デジタル時代が生産性や集中力を奪う?「デジタル・ミニマリズム」でオンラインライフをシンプルに!

デジタル化に伴って、集中力がなくなり作業の生産性が落ちたと感じる人や、精神的な疲れを感じやすくなったという人が増えています。「デジタル・ミニマリズム」のアイデア4つを習得して、自分が重きを置いている事柄に集中しましょう。

デジタル化による影響の実態

私たちにとって今やインターネットは、情報を集める場というだけではなく、意見や個性を発信する場であり、生活の場となっています。スマホの平均利用時間は1日約3時間という結果が、私たちの生活にスマホがどれほどの影響を与えているのかを伝えています。

インターネットの広がりによって、リアルタイムに公開されている情報を手にすることができることや、国を超えて人々とコミュニケーションを取れるようになりました。しかし、このデジタルネットワークの広がりが与えるのは、プラスの影響ばかりではありません。デジタル化が進むとともに、生活の質や充実感の低下を感じている人が増加しているのが現実です。集中力がなくなり作業の生産性が落ちたと感じる人や、精神的な疲れを感じやすくなったという人までさまざまいます。

以下では、デジタル化によって人々はどのような問題を抱えるようになったのかを詳しく見ていくことにしましょう。

孤独を感じやすくなる

いくつかの研究では、ソーシャルメディアに時間を多く使う人は、ソーシャルメディアをあまり使わない人よりも孤独感が高い傾向にあることがわかっています。

理由としては、幸福度を大いに向上させるオフラインでのコミュニケーション時間が減るためだとされています。ソーシャルメディアでの特定の活動が幸福度を下げているというわけではなく、現実世界での人との交流時間が減るために、孤独感が強まるということを示しています。

友人がFacebookやInstagramにコメントや「いいね」をつけると、喜びがもたらされたり幸福度が向上したりするかもしれません。しかし、同じ友人と現実の世界で一緒に過ごすことのほうがプラスの影響の与えるのです。

睡眠障害の原因

スマホなどの電子機器を眠る前に使用することで、睡眠障害に陥る危険性が高まります。

健康に重要なのは、睡眠時間ではなく質です。「1日7時間は寝ているから、しっかりと休息をとれている」と考えるかもしれませんが、眠る前にスマホを使用することで睡眠の質は低下します。

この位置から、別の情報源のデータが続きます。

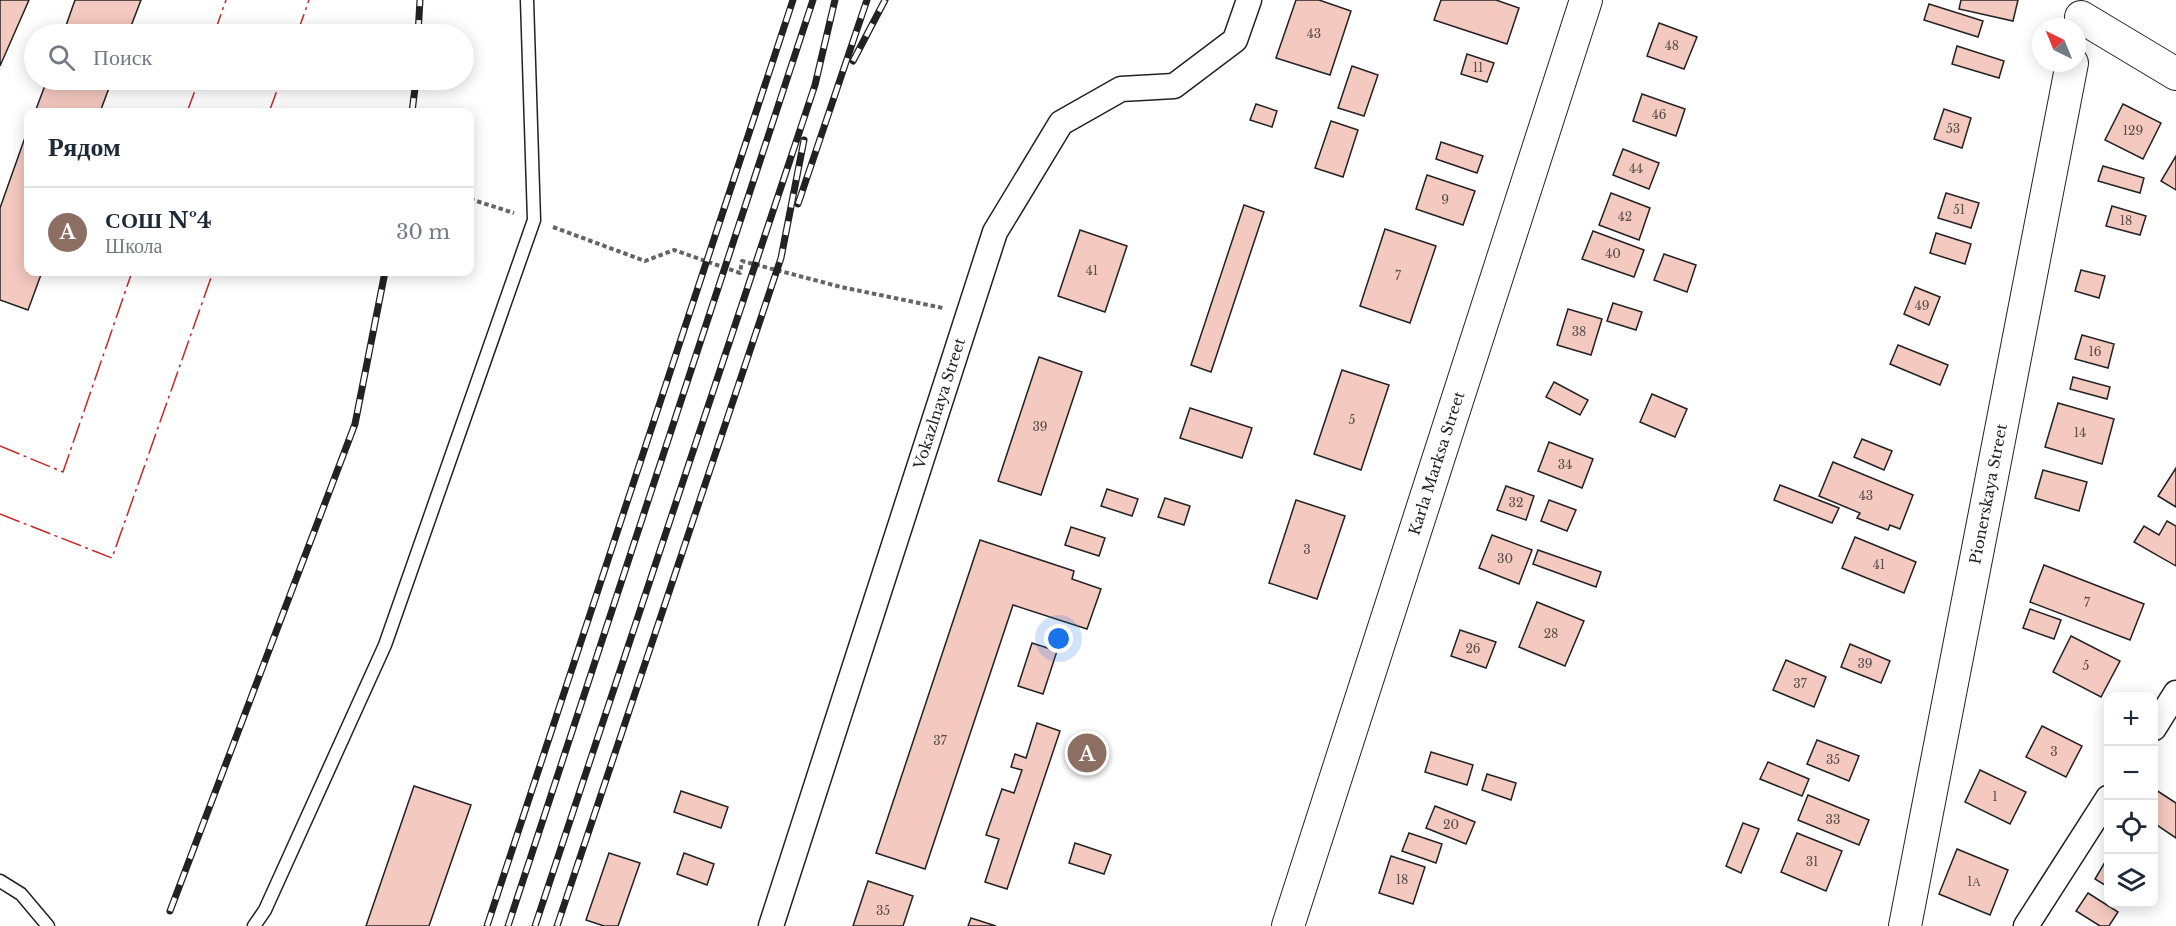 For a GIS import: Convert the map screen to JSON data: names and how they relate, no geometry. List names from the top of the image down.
{
  "streets": {
    "street": ["Vokazlnaya Street", "Karla Marksa Street", "Pionerskaya Street"]
  },
  "house_numbers": [
    "43",
    "48",
    "11",
    "46",
    "53",
    "129",
    "44",
    "9",
    "51",
    "42",
    "18",
    "40",
    "41",
    "7",
    "49",
    "38",
    "16",
    "5",
    "39",
    "14",
    "34",
    "43",
    "32",
    "3",
    "30",
    "41",
    "7",
    "28",
    "26",
    "39",
    "5",
    "37",
    "37",
    "3",
    "35",
    "1",
    "33",
    "20",
    "31",
    "18",
    "1А",
    "35"
  ],
  "north": "top left",
  "page": {
    "search": "Поиск",
    "heading": "Рядом",
    "list": [
      {
        "mark": "A",
        "name": "СОШ №4",
        "note": "Школа",
        "value": "30 m"
      }
    ],
    "map_buttons": ["+", "−"],
    "pins": "A"
  }
}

ニューヨーク州にあるレンセラー工科大学のチームは、スマホの画面から出る光が、夜間に出るメラトニンの量を抑制することを明らかにしています。質のよい睡眠に大切なのは、このメラトニンと呼ばれる睡眠を促すホルモンの働きです。眠る前にスマホを使うことで、体内時計が崩れ、睡眠サイクルも同時に崩れていってしまうのです。これが続くと、睡眠障害に陥ることが考えられます。

幸福度・コミュニケーション能力が低下する

私たちは、現実世界で相手と顔を合わせて交流をすることで、持っている性能を発揮することができます。他者ときちんと向き合ってコミュニケーションをとるということは、聞く力や共感する力を養うことに加え、話を聞いてもらう嬉しさや共感してもらえる喜びを感じることでもあります。これが、幸福度を得るには重要なのです。

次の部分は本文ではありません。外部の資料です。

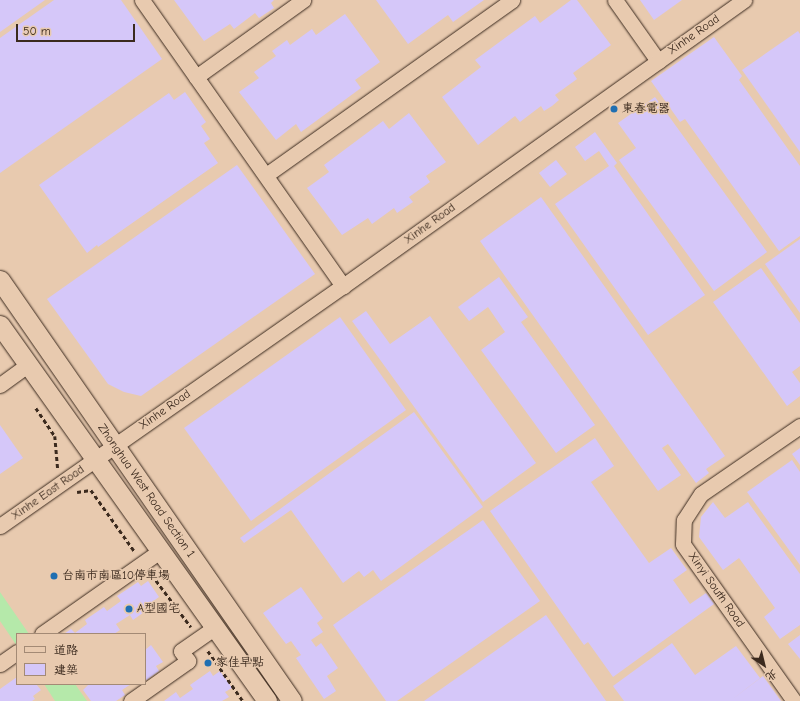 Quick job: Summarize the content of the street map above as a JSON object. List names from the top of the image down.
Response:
{
  "streets": {
    "main road": ["Zhonghua West Road Section 1"],
    "street": ["Xinhe Road", "Xinhe East Road", "Xinyi South Road"]
  },
  "crossings": [
    ["Xinhe Road", "Zhonghua West Road Section 1"],
    ["Xinhe Road", "Xinhe East Road"],
    ["Zhonghua West Road Section 1", "Xinhe East Road"]
  ],
  "places": [
    "東春電器",
    "台南市南區10停車場",
    "A型國宅",
    "家佳早點"
  ],
  "legend": ["道路", "建築"],
  "scale_bar": "50 m",
  "north": "bottom right"
}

しかし、人々がソーシャルメディアに時間を多く使うようになってからというもの、他者と向き合って会話をすることが少なくなっています。会話から得られる幸福度レベルが下がるだけではありません。現実世界で他者との会話をする機会が減ると、相手の表情を読み取る訓練をしてこなかったばかりに、共感力が低下することや、聞く力が劣ったりするなどのコミュニケーション能力の低下にもつながるのです。

やらなくてはいけないことも後回し

「調べものをしていたはずなのに、気づいたら関係のないサイトを見ていた」といった経験をしたことがあるのではないでしょうか。スマホを使ったばかりに、やらなければならないことを後回しにする、もしくは大切なことに使う時間が減ったということになっていませんか。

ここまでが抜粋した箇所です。